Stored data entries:

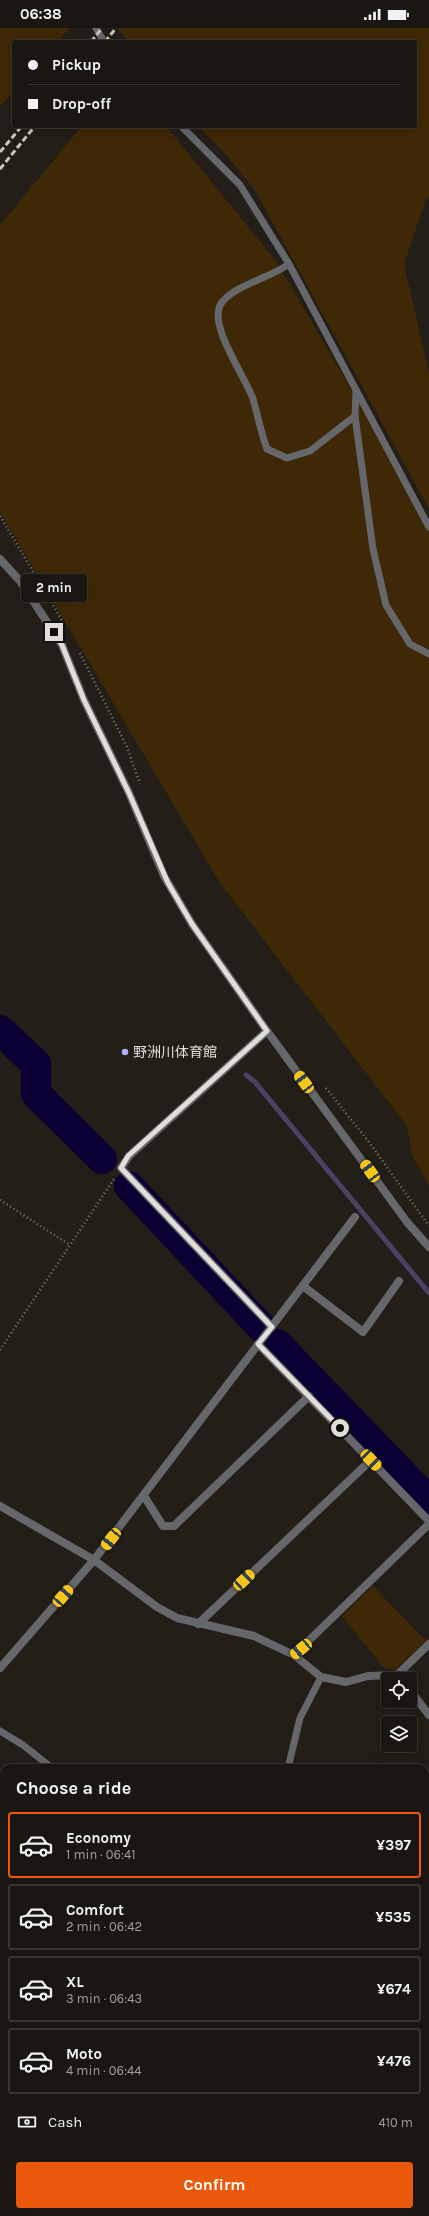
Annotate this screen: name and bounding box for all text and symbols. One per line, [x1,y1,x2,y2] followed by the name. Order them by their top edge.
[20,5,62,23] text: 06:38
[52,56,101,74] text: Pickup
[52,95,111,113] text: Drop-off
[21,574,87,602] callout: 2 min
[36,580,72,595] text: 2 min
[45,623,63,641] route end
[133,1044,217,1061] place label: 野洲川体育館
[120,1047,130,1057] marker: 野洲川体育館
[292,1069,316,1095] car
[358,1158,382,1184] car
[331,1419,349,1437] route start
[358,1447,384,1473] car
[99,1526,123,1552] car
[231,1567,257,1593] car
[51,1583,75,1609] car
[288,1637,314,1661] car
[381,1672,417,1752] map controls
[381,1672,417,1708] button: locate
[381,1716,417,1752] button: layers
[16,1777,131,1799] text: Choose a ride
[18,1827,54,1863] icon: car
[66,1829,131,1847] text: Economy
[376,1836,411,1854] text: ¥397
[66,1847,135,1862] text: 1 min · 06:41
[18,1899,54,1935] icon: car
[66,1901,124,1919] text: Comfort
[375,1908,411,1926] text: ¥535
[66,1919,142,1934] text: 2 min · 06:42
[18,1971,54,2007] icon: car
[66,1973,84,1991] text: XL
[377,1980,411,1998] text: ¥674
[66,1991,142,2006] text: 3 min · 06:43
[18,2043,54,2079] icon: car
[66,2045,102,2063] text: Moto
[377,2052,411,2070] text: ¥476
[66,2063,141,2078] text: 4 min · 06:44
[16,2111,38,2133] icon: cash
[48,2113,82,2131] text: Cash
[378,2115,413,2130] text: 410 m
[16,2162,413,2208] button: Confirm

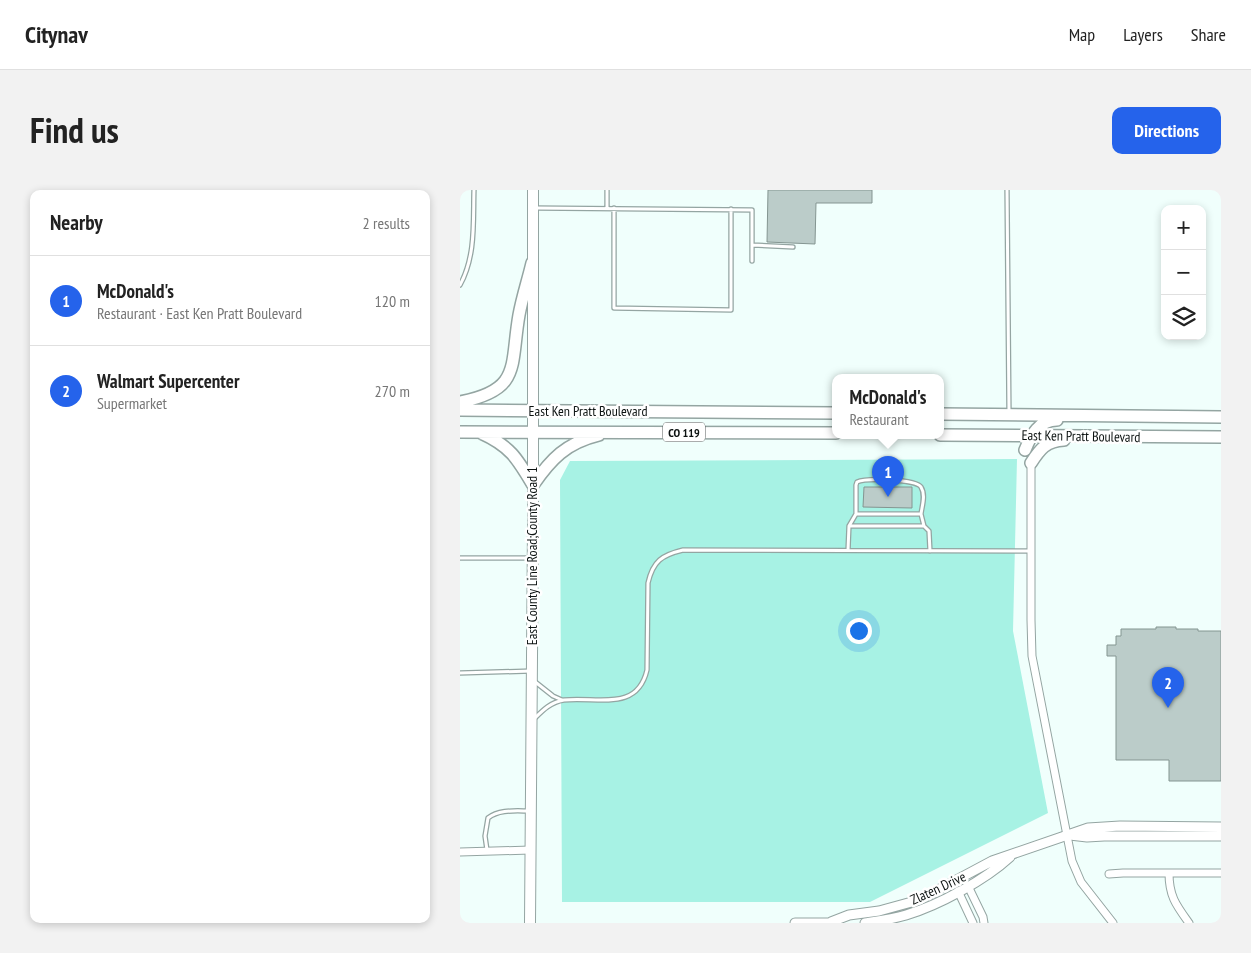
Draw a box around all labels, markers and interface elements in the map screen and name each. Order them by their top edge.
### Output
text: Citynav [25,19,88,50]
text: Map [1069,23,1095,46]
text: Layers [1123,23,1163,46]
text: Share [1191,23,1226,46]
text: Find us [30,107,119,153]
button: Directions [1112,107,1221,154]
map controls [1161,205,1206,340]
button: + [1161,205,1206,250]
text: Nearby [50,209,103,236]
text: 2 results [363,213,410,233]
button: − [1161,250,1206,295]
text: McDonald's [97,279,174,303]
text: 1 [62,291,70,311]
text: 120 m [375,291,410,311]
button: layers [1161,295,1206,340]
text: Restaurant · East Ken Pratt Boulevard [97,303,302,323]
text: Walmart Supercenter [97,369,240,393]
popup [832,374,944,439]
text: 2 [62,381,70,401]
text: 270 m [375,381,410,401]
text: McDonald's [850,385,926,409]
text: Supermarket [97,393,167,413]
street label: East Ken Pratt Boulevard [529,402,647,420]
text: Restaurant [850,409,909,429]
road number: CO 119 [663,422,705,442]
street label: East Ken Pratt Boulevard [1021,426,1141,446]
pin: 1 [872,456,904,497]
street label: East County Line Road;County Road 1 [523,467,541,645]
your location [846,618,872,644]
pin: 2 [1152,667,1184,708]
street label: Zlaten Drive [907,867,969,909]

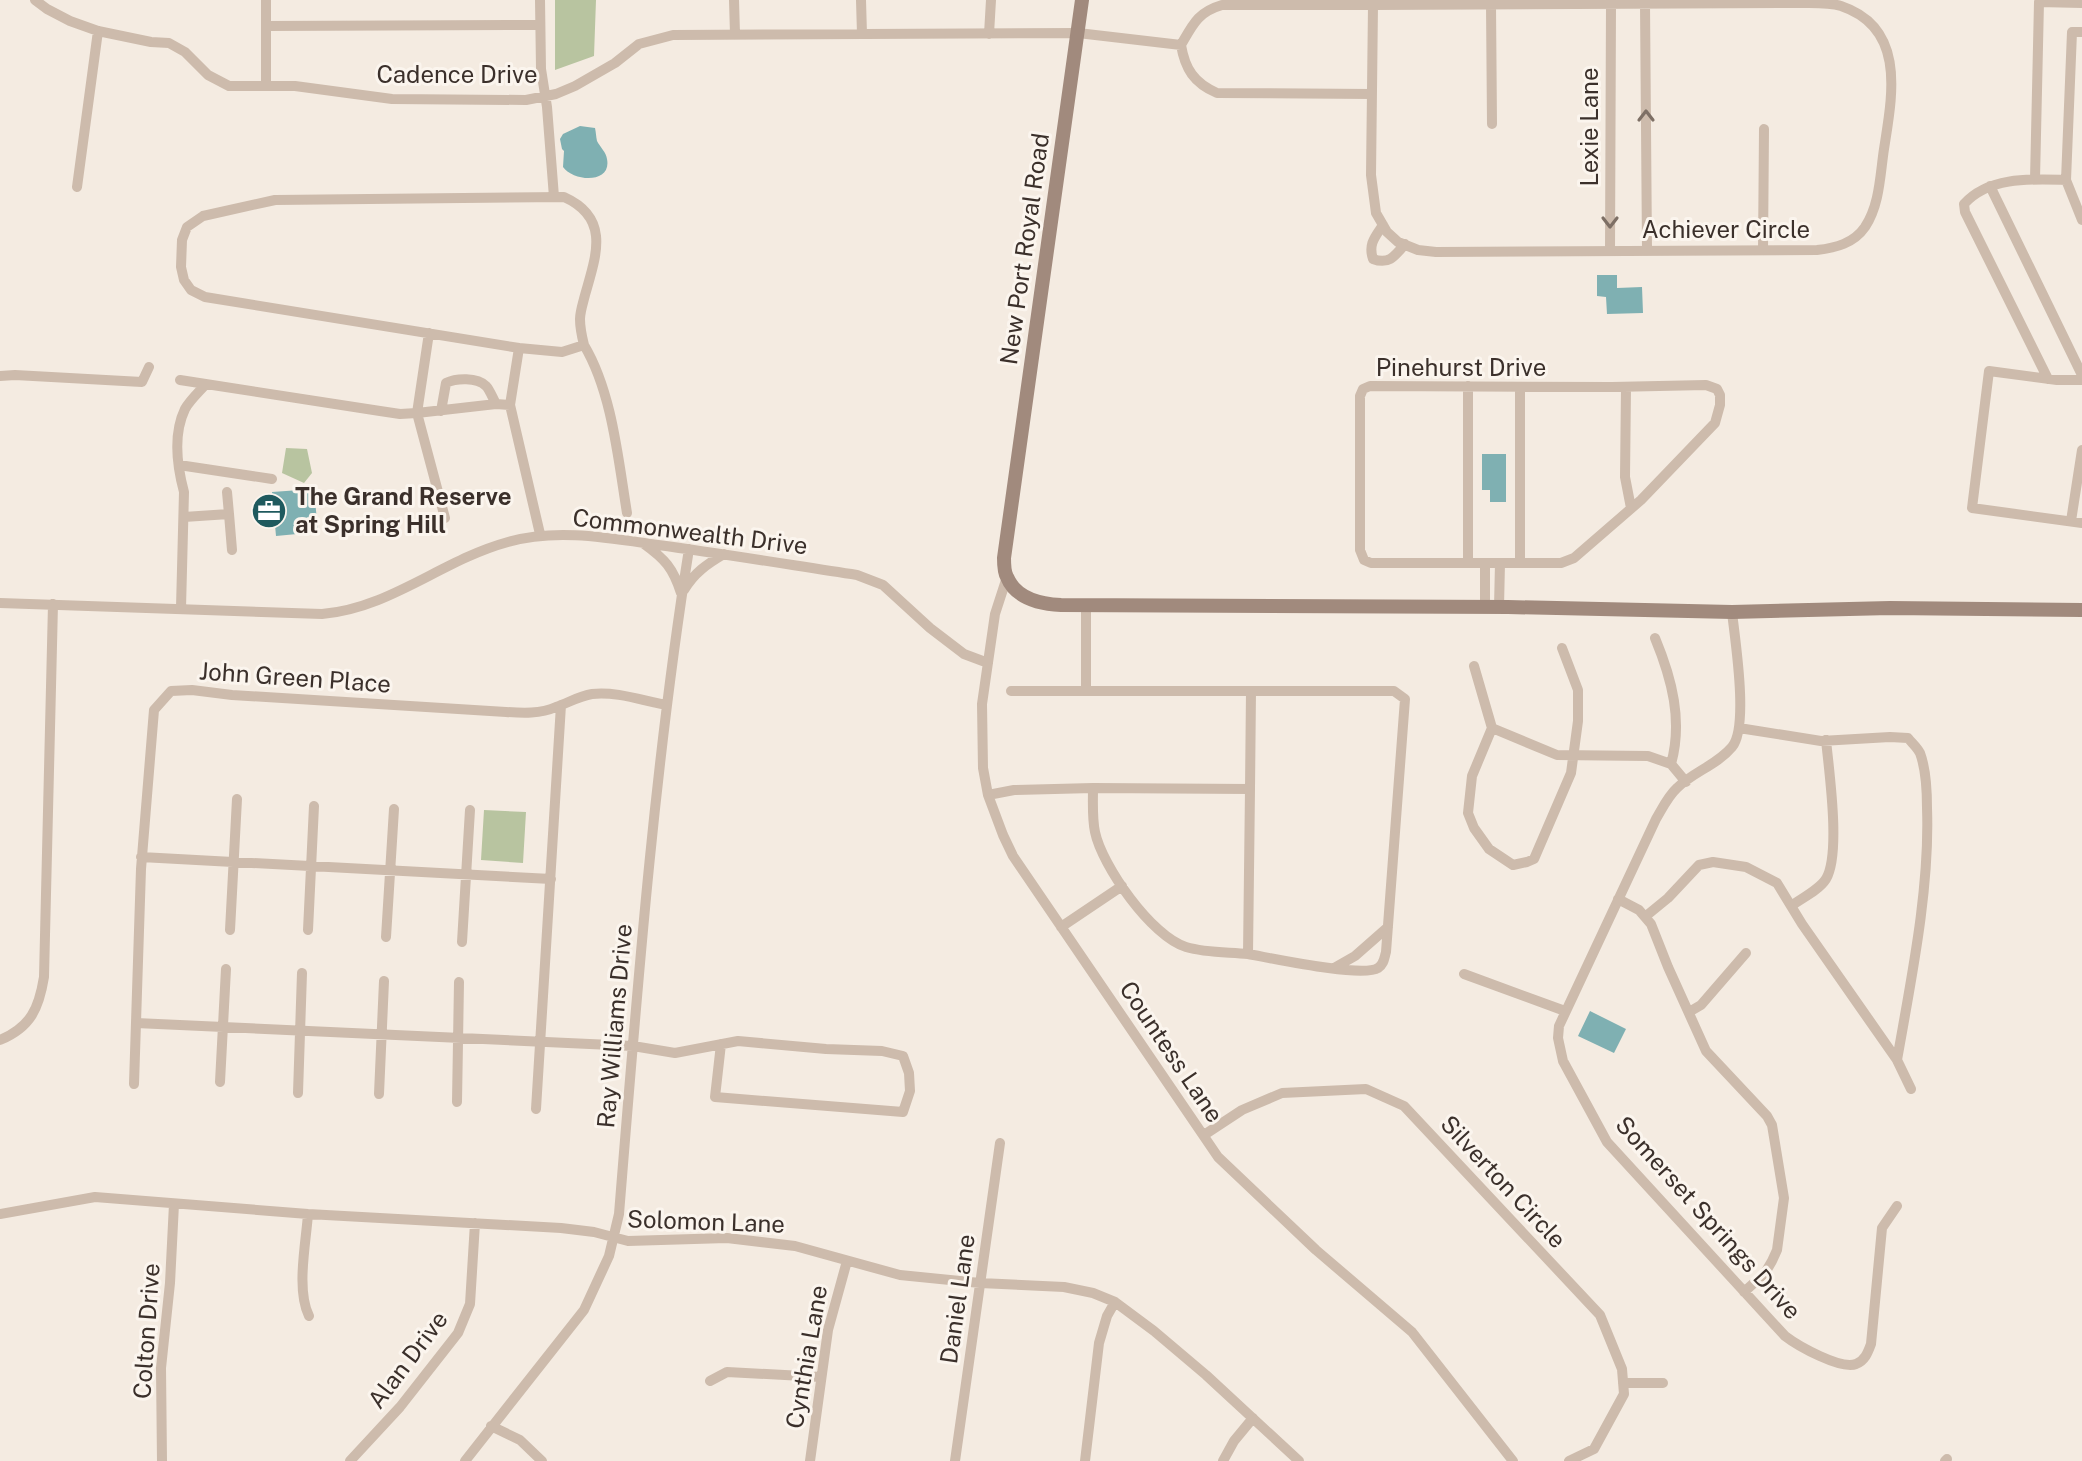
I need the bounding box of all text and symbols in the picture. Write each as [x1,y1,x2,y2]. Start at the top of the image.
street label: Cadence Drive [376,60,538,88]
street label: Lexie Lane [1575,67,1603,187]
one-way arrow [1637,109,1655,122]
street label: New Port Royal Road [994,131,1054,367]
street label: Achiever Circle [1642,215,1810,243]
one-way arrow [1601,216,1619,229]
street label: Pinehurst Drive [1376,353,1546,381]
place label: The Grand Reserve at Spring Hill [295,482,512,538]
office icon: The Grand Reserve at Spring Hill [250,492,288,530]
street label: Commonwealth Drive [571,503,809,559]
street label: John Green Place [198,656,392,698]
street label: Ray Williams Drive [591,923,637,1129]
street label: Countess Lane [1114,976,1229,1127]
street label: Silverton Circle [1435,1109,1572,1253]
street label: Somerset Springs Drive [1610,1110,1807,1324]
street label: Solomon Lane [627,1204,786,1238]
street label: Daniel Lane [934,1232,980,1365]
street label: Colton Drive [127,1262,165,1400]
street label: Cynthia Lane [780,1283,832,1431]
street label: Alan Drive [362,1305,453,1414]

PROMPT: All entries must be output unchanged, with every picture omitted.

RESPONSE TO THIS EXERCISE:
Annotate this screen: name and bounding box for all text and symbols. One per line, [x1,y1,x2,y2] followed by the name. Order them by their top edge.
[20,5,62,23] text: 06:38
[52,56,101,74] text: Pickup
[52,95,111,113] text: Drop-off
[21,574,87,602] callout: 2 min
[36,580,72,595] text: 2 min
[45,623,63,641] route end
[133,1044,217,1061] place label: 野洲川体育館
[120,1047,130,1057] marker: 野洲川体育館
[292,1069,316,1095] car
[358,1158,382,1184] car
[331,1419,349,1437] route start
[358,1447,384,1473] car
[99,1526,123,1552] car
[231,1567,257,1593] car
[51,1583,75,1609] car
[288,1637,314,1661] car
[381,1672,417,1752] map controls
[381,1672,417,1708] button: locate
[381,1716,417,1752] button: layers
[16,1777,131,1799] text: Choose a ride
[18,1827,54,1863] icon: car
[66,1829,131,1847] text: Economy
[376,1836,411,1854] text: ¥397
[66,1847,135,1862] text: 1 min · 06:41
[18,1899,54,1935] icon: car
[66,1901,124,1919] text: Comfort
[375,1908,411,1926] text: ¥535
[66,1919,142,1934] text: 2 min · 06:42
[18,1971,54,2007] icon: car
[66,1973,84,1991] text: XL
[377,1980,411,1998] text: ¥674
[66,1991,142,2006] text: 3 min · 06:43
[18,2043,54,2079] icon: car
[66,2045,102,2063] text: Moto
[377,2052,411,2070] text: ¥476
[66,2063,141,2078] text: 4 min · 06:44
[16,2111,38,2133] icon: cash
[48,2113,82,2131] text: Cash
[378,2115,413,2130] text: 410 m
[16,2162,413,2208] button: Confirm

Draw a box around all labels, markers and interface elements in the map screen and name each. Order them by their top edge.
### Output
text: Citynav [25,19,88,50]
text: Map [1069,23,1095,46]
text: Layers [1123,23,1163,46]
text: Share [1191,23,1226,46]
text: Find us [30,107,119,153]
button: Directions [1112,107,1221,154]
map controls [1161,205,1206,340]
button: + [1161,205,1206,250]
text: Nearby [50,209,103,236]
text: 2 results [363,213,410,233]
button: − [1161,250,1206,295]
text: McDonald's [97,279,174,303]
text: 1 [62,291,70,311]
text: 120 m [375,291,410,311]
button: layers [1161,295,1206,340]
text: Restaurant · East Ken Pratt Boulevard [97,303,302,323]
text: Walmart Supercenter [97,369,240,393]
popup [832,374,944,439]
text: 2 [62,381,70,401]
text: 270 m [375,381,410,401]
text: McDonald's [850,385,926,409]
text: Supermarket [97,393,167,413]
street label: East Ken Pratt Boulevard [529,402,647,420]
text: Restaurant [850,409,909,429]
road number: CO 119 [663,422,705,442]
street label: East Ken Pratt Boulevard [1021,426,1141,446]
pin: 1 [872,456,904,497]
street label: East County Line Road;County Road 1 [523,467,541,645]
your location [846,618,872,644]
pin: 2 [1152,667,1184,708]
street label: Zlaten Drive [907,867,969,909]

I need the bounding box of all text and symbols in the picture. Write each as [x1,y1,x2,y2]. Start at the top of the image.
street label: Cadence Drive [376,60,538,88]
street label: Lexie Lane [1575,67,1603,187]
one-way arrow [1637,109,1655,122]
street label: New Port Royal Road [994,131,1054,367]
street label: Achiever Circle [1642,215,1810,243]
one-way arrow [1601,216,1619,229]
street label: Pinehurst Drive [1376,353,1546,381]
place label: The Grand Reserve at Spring Hill [295,482,512,538]
office icon: The Grand Reserve at Spring Hill [250,492,288,530]
street label: Commonwealth Drive [571,503,809,559]
street label: John Green Place [198,656,392,698]
street label: Ray Williams Drive [591,923,637,1129]
street label: Countess Lane [1114,976,1229,1127]
street label: Silverton Circle [1435,1109,1572,1253]
street label: Somerset Springs Drive [1610,1110,1807,1324]
street label: Solomon Lane [627,1204,786,1238]
street label: Daniel Lane [934,1232,980,1365]
street label: Colton Drive [127,1262,165,1400]
street label: Cynthia Lane [780,1283,832,1431]
street label: Alan Drive [362,1305,453,1414]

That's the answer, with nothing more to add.